Playscape: The Official Opening

What a year and what a precious gift the village now has in the new, inclusive Playscape!

Playscape lit at night


If you made it to the official opening, kindly hosted by the Shelford School PTA, thank you for rearranging your plans around storm Arwen! Hundreds of people turned up to watch Santa and his reindeers officially open the Playscape and the atmosphere was just fantastic: a truly festive, friendly and fun community event.

If you missed it, you can read our chair’s speech below about the importance of dreaming big and designing inclusively.

You can also listen to the speech via this link (it may take a little while to load).

crowd of people in the dark waiting for Santa to arrive


The charity’s founding members were brought together by a shared frustration with the limitations of the old playground, which did not cater for really little ones, older children or anyone who uses a wheelchair.

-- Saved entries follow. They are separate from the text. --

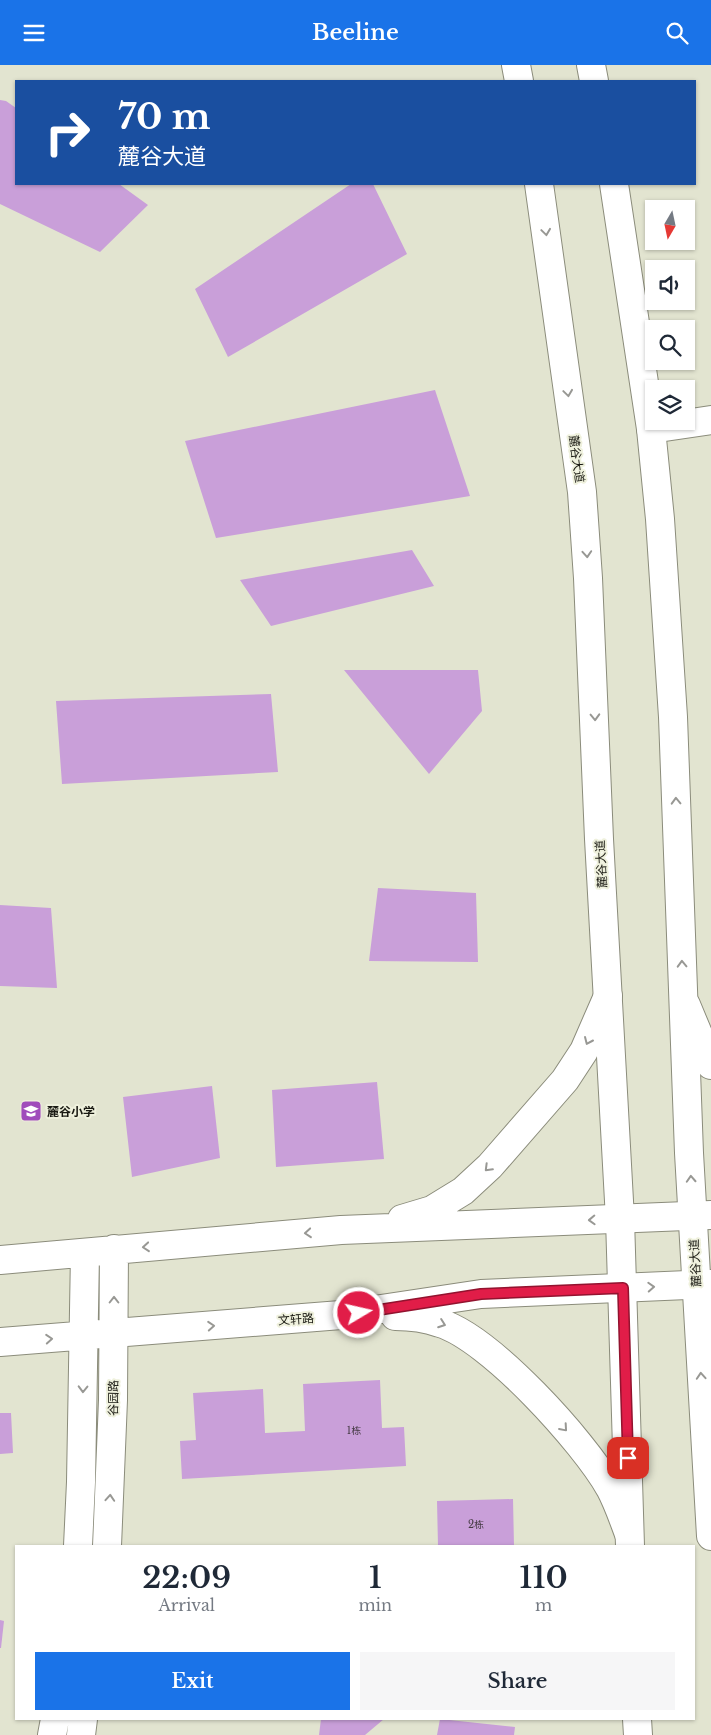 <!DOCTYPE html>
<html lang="en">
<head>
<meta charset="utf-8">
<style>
  :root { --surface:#fff; --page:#f6f6f7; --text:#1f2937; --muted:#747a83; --accent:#1a73e8 }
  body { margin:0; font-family:"Libre Baskerville","Noto Sans SC",serif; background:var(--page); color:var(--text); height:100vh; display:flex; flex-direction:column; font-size:19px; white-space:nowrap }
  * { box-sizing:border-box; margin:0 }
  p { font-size:16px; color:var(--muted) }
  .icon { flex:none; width:28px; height:28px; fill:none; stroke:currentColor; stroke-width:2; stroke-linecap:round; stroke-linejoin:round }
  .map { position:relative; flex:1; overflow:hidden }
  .side { position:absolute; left:15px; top:1480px; width:680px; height:175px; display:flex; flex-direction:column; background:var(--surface); border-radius:0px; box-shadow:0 1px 4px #0004 }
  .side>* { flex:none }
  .top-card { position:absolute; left:15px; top:15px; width:681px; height:105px; border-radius:0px; box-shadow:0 1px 4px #0004; background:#1a4fa0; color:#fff; overflow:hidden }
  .needle { width:32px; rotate:189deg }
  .tools { position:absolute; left:645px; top:135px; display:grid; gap:10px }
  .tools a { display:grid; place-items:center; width:50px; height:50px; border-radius:0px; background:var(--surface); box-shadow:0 1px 4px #0004; font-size:25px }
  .pin { position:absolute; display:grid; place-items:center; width:42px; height:42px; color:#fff; margin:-21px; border-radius:10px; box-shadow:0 2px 8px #0006 }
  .me { position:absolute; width:55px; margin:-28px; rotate:81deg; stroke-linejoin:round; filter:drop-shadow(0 0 4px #0008) }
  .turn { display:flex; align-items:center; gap:18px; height:105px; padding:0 20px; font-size:22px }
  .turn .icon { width:65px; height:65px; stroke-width:2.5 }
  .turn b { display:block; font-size:35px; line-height:42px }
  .eta { display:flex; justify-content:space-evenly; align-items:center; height:85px; text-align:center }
  .eta b { font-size:30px; font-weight:600; line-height:35px }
  .cta { display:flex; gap:10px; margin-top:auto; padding:10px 20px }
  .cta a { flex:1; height:58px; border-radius:0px; background:var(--accent); color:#fff; font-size:20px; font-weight:600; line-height:58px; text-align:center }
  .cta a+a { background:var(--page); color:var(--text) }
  header { display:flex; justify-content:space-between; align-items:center; height:65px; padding:0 20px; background:var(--accent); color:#fff; font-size:22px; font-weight:600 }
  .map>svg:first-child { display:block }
</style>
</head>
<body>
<header><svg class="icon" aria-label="menu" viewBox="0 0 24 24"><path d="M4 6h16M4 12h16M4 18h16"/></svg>Beeline<svg class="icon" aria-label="search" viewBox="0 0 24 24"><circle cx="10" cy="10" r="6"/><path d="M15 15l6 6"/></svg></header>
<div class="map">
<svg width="711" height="1670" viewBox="0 0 711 1670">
  <rect width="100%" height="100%" fill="#e2e4d0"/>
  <path fill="#c99fd9" d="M0,35L6,36L16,43V119H119L148,140L100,187L0,139Z
    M351,119H373L407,189L228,292L195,224Z
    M435,325L470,431L216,473L185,376Z
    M412,485L434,521L271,561L240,515Z
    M344,605H478L482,646L429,709Z
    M271,629L278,707L62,719L56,636Z
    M378,823L476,828L478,897L369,896Z
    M0,840L51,843L57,923L0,921Z
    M377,1017L384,1094L276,1102L272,1025Z
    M212,1021L220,1093L132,1112L123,1032Z
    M380,1315L382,1363L404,1362L406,1401L182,1414L180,1376L196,1375L193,1328L263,1324L265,1368L305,1366L303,1319Z
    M0,1348H11L13,1388L0,1389Z
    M513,1434L514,1481H438L437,1436Z
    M0,1555L4,1556L1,1583H0Z
    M321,1654H384L365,1670H319Z
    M440,1654L515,1662L514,1670H437Z"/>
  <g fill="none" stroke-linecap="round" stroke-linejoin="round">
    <g stroke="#8b8c7b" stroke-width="30">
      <path id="street" d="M651,364L711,355"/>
    </g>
    <g stroke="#8b8c7b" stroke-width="30">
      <path id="secondary" d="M686,940L711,1000
        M402,1154L432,1145L463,1126L490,1101L565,1015L584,986L608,931
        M0,1195L341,1165L711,1150
        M395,1251C410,1251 426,1253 440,1258C490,1273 584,1377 610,1423C618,1438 623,1453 629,1469
        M0,1277L341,1250L481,1229L711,1219
        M78,1481L81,1417L85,1188
        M107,1481L113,1335L114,1184
        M52,1670L55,1654
        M81,1670L83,1654"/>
    </g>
    <g stroke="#8b8c7b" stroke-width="30">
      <path id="primary" d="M516,0L519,16
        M591,0L594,16
        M539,119L582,427L588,513L599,774L620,1154L630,1481
        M614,119L651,364L660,454L673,652L689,1088L711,1471
        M637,1654L638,1670"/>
    </g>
    <use href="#street" stroke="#fff" stroke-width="28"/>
    <use href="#secondary" stroke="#fff" stroke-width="28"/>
    <use href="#primary" stroke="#fff" stroke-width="28"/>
  </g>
  <defs><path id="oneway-chevron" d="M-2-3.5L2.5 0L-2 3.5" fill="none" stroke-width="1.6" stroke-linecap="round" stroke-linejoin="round" transform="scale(1.25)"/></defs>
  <g stroke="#989894">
    <use href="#oneway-chevron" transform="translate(546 167) rotate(82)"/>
    <use href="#oneway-chevron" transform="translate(568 328) rotate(82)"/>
    <use href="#oneway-chevron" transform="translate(587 489) rotate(86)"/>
    <use href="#oneway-chevron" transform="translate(595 652) rotate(88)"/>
    <use href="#oneway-chevron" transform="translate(676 736) rotate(-92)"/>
    <use href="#oneway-chevron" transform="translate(682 899) rotate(-92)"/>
    <use href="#oneway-chevron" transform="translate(588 976) rotate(114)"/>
    <use href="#oneway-chevron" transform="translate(488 1103) rotate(135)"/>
    <use href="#oneway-chevron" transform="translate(691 1114) rotate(-93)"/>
    <use href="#oneway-chevron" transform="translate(592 1155) rotate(178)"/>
    <use href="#oneway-chevron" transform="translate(308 1168) rotate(175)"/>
    <use href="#oneway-chevron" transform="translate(146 1182) rotate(175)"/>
    <use href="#oneway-chevron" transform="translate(651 1222) rotate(-3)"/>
    <use href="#oneway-chevron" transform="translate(114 1235) rotate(-90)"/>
    <use href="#oneway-chevron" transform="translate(442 1259) rotate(20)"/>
    <use href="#oneway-chevron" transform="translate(211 1261) rotate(-4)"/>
    <use href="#oneway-chevron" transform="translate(49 1274) rotate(-4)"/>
    <use href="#oneway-chevron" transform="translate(701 1311) rotate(-94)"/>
    <use href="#oneway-chevron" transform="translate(83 1324) rotate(91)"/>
    <use href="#oneway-chevron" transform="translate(564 1363) rotate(49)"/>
    <use href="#oneway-chevron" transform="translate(110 1433) rotate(-86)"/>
  </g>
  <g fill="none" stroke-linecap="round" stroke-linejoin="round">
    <g stroke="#92132f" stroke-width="12">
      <path id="route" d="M359,1248L481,1229L623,1223L628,1393"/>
    </g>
    <use href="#route" stroke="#e11d48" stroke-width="9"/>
  </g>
  <defs>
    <g id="school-square" transform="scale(1.125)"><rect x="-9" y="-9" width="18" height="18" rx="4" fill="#a04cbb" stroke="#eff1dd"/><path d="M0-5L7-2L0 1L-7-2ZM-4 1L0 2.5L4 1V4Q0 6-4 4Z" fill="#fff"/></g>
  </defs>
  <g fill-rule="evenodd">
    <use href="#school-square" x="31" y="1046"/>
  </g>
  <g text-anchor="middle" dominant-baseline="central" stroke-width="4" stroke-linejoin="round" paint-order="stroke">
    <g font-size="10" fill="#453a44">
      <text x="354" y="1365">1栋</text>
      <text x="476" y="1459">2栋</text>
    </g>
    <g font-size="12" fill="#191912" stroke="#eff1dd">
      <text transform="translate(577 394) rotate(82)">麓谷大道</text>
      <text transform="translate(601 799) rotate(-93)">麓谷大道</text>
      <text transform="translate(695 1198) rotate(-93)">麓谷大道</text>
      <text transform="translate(296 1254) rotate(-4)">文轩路</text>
      <text transform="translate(113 1333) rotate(-89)">谷园路</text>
    </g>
    <g font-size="12" font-weight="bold" fill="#191912" stroke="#eff1dd" text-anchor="start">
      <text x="47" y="1046">麓谷小学</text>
    </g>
  </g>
</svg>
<div class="tools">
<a><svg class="needle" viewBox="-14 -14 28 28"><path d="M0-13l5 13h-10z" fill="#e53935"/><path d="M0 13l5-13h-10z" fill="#747a83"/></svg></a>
<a><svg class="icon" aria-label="sound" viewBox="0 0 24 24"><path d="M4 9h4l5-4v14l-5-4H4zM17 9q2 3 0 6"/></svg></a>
<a><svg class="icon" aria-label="search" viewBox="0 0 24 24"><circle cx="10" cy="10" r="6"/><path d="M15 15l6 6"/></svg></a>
<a><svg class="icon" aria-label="layers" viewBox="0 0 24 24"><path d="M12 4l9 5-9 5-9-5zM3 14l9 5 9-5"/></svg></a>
</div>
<div class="pin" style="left:628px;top:1393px;background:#d93025"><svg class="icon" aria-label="arrive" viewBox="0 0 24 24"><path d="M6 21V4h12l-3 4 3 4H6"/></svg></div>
<svg class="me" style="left:359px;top:1248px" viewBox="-20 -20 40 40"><circle r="17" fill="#e11d48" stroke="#fff" stroke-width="3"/><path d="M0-11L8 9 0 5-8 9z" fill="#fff"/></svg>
<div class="top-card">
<div class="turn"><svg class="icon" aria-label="right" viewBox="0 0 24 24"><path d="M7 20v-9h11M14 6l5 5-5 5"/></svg><div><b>70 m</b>麓谷大道</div></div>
</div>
<section class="side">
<div class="eta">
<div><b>22:09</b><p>Arrival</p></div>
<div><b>1</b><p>min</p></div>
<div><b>110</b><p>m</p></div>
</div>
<div class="cta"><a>Exit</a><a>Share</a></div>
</section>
</div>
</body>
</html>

We all knew the old playground could be improved, but our guiding vision emerged slowly, through curiosity and consultation, and by questioning what a playground should even look like. It was when we discovered the ideas of a landscape-led approach and inclusive play (that is, people of different ages and abilities being able to play together) that we really got inspired – the idea of a Playscape was born.

It was this strong vision that inspired others to join the team and they helped keep the dream alive these past 6 years. To all past and present members of the Playscape committee and Parish Council, I give you my heartfelt thanks! Thank you for all your dedication, skill and commitment, but most of all, your friendship.

It has been so exciting watching the Playscape emerge over the summer and now seeing the community gather to explore its open-ended possibilities. Seeing those in wheelchairs finally being able to play in their local playground has been a joy: rolling into the heart of the sand pit, or onto the roundabout or trampoline not only gives them access to physical experiences, but crucially to social ones too. Another highlight for me has been watching a beaming two-year-old being guided down the slide by an 11 year old who they’ve only just met: this is what community is all about.

children playing in the lit playscape

Teenagers (as predicted!) have flocked to the hammocks and they are truly welcome here. Each and every person is encouraged to find their own Playscape challenge: whether it is going uphill on the monkey bars, or over the top of the climbing frame, or simply rolling down a mound, this whole space has been designed for open-ended exploration and play, for all. Just to be clear, everyone here is allowed to play in the Playscape, no-one’s too small, too big, too young or too old. As our sign says “you don’t stop playing because you grow old, you grow old because you stop playing.”

This journey has given us time us to think about some of the deeper issues facing our generation. We have hit a point in human history when time spent outside, time playing and time just moving our bodies have all become seriously endangered, yet we also know how important all of these things are for children’s development and resilience and for everyone’s well-being. The reality is, our environment either moves us – or restricts us – so it’s really important what we build and what we prioritise. This Playscape has been specifically designed to move you and entice you to stay outside with others.

People gathered at the opening

The Mayor of Bogota, Enrique Peñalosa, famously said “Children are a kind of indicator species. If we can build a successful city for children, we will have a successful city for all people.”

Observe how this space moves you, how it inspires play and let’s take a moment for some collective imagination to dream about what the rest of our local environment could be like if we prioritised well-being for creatures great and small.

So where do we see children out in the shared public realm, when do they get to explore it by themselves, is there anything hindering them? This project shows that dramatic change can happen if there is the will and the vision, and we all have a role to play in shaping society: it can be as simple as completing the numerous transport and local plan consultations currently open, or donating towards our next phase, the wheelscape or volunteering with a local group, so let’s keep moving forward by looking back to simpler times and forward to bolder visions.

Just like the children who have discovered the genius hiding places between the base of the towers and the top of the mounds let’s keep exploring possibilities. Above all, have fun, keep moving and don’t stop playing.